As a traveler, although you want to be open to experiences with everyone, you also have to keep a wary eye out in order to make sure you aren’t getting scammed or put in a dangerous situation. There’s a lot of “gut-checking” on the road.
Take, for example, tuk-tuk drivers. Having spent a lot of time in Southeast Asia, I’m used to dealing with tuk-tuk drivers who badger you for a ride and constantly try to rip you off or take you to shops where they receive kickbacks if you make a purchase.
In contrast, throughout Sri Lanka, I found tuk-tuk driver after tuk-tuk driver would slow down, ask if I wanted a ride, and then, when I said no, wish me a good day and drive off. No badgering! (OK, a tiny bit in Colombo, but that was mild when compared to other countries.)
Moreover, I found the tuk-tuk drivers to be honest brokers, giving me rates close to what guesthouse owners said they should be. (I never thought I would use the term “honest” and “tuk-tuk drivers” in the same sentence.)
Then there were the locals who would approach me near a tourist site or on the street. After years of travel, my initial thought when this happens is usually: “Here is yet someone else trying to sell me something.” As they started asking me about where I was from and how I liked their country, I was expecting them to get into “the sell,” but instead was shocked that they would then just wish me well and walk away.
Is this a trick? I thought.
Nope, they were simply interested in my experience of their country. It caught me off guard the first couple of times, but after a while, I relished each opportunity to meet someone new. Each day there would be countless interactions with people just happy to engage with a traveler.
There was the family I stayed with outside Sigiriya who frequently cooked me a traditional family dinner and provided me rides into town.
And there was the woman who owned the hostel in Kandy and gave me a big hug and a kiss and told me to come back…after staying only one night! (She also did this to the other guests who were checking out when I was.)
Also, there was the tour driver in Tissa who insisted on taking me out for beers to celebrate seeing a whole herd of elephants.
Friendly locals I met on the buses offered me food. One guy who felt so sorry that I had to stand up for six hours said, “I would give you my seat but I have a baby in my arms. I’m really sorry.” And he meant it. He really was sorry he couldn’t give me his seat. I mean, how many people would make that same offer in the US?
But there was one experience that taught me the most about Sri Lanka and its people.
Before I arrived, I exchanged emails with a girl who worked in Colombo; her dad was a Tamil journalist during the civil war and is now a member of parliament. “L” told me that she would be heading up to Jaffna to see her family and that I was welcome to join. I immediately said yes and changed my travel plans. This was a chance to meet some locals and get an insider perspective on the conflict that scarred the country for decades.
Sri Lanka is a divided country, with the south dominated by Buddhist Sinhalese and the north by Hindu Tamils. After the British left the country in 1948, the Sinhalese controlled the government and enacted a series of laws that limited Tamil participation in Sri Lankan society. Eventually Tamil protests turned violent and a 26-year civil war ensued (ending in 2009).

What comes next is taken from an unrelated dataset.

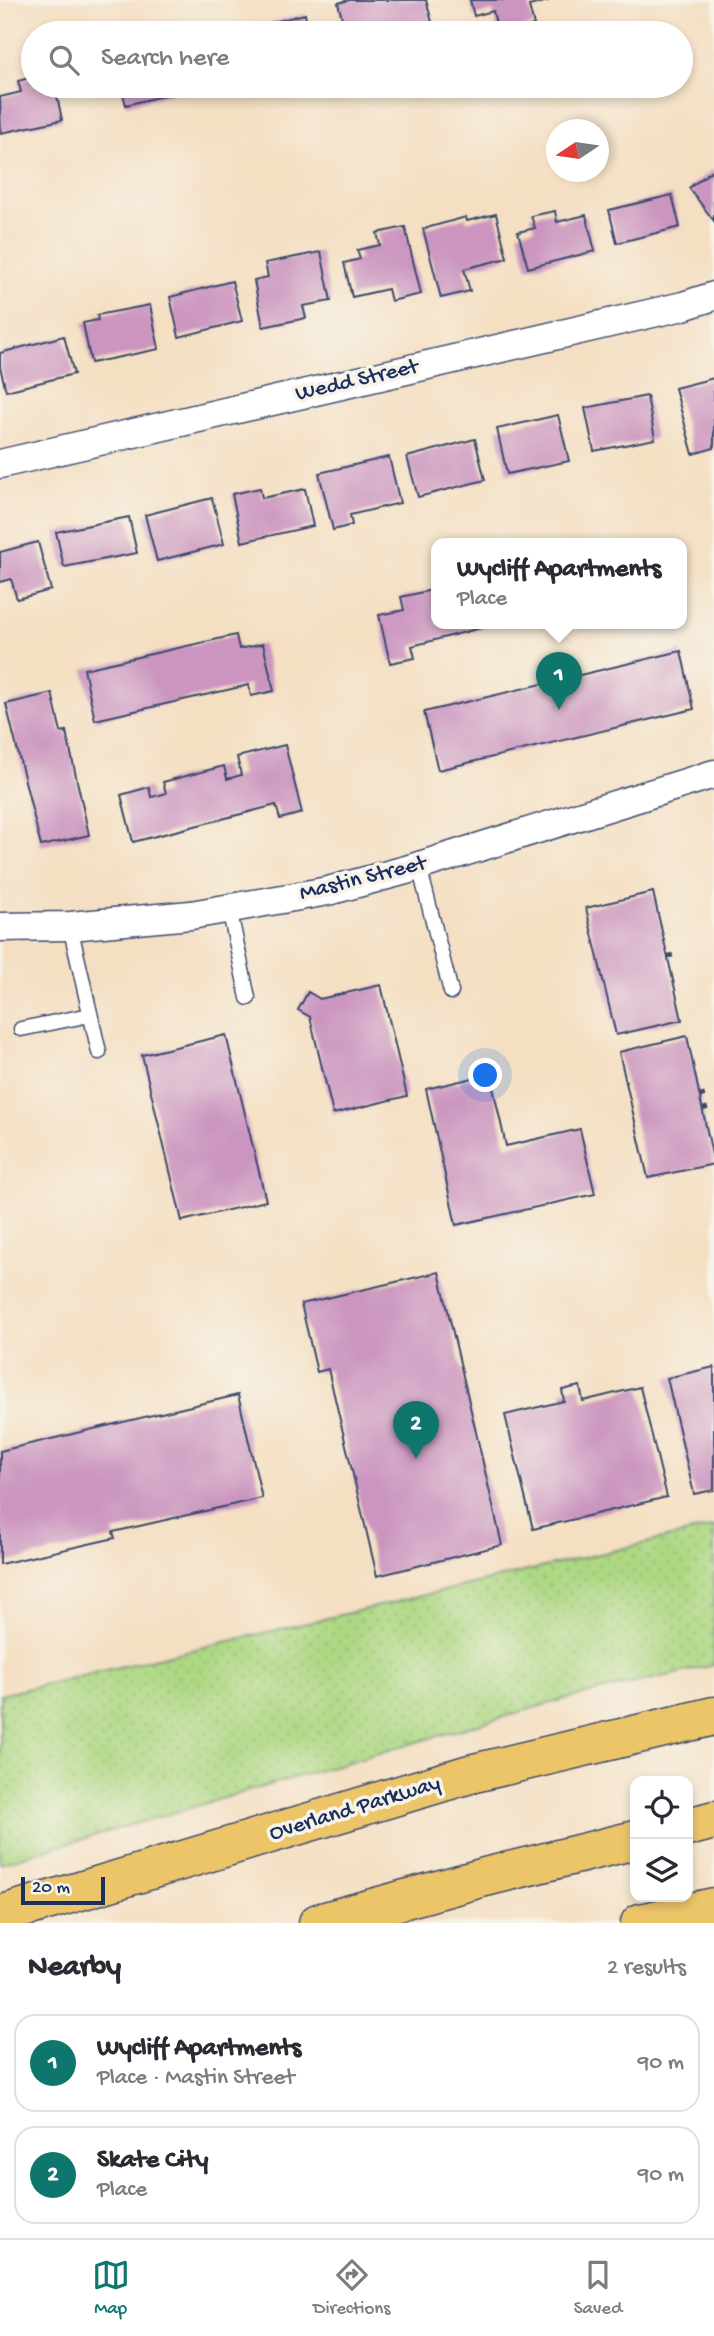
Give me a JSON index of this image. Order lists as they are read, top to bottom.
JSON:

Waking up early one day, I met L and her mother and we drove to Jaffna, the major town in the Tamil north and the scene of a lot of destruction during the civil war. In the countryside outside town, I couldn’t help but notice how barren the land was. There was little grass around, and many houses had been abandoned and left to ruins. At various spots along the way, they explained that this once-fertile land was destroyed during the war and that many Tamils fled. (In fact, despite the war being long over, there are still over 90,000 displaced Tamils in refugee camps.)
“Are those people over there rebuilding the houses?” I asked.
“That’s the army building houses, but probably not for Tamils.”
“How come this area hasn’t been rebuilt?”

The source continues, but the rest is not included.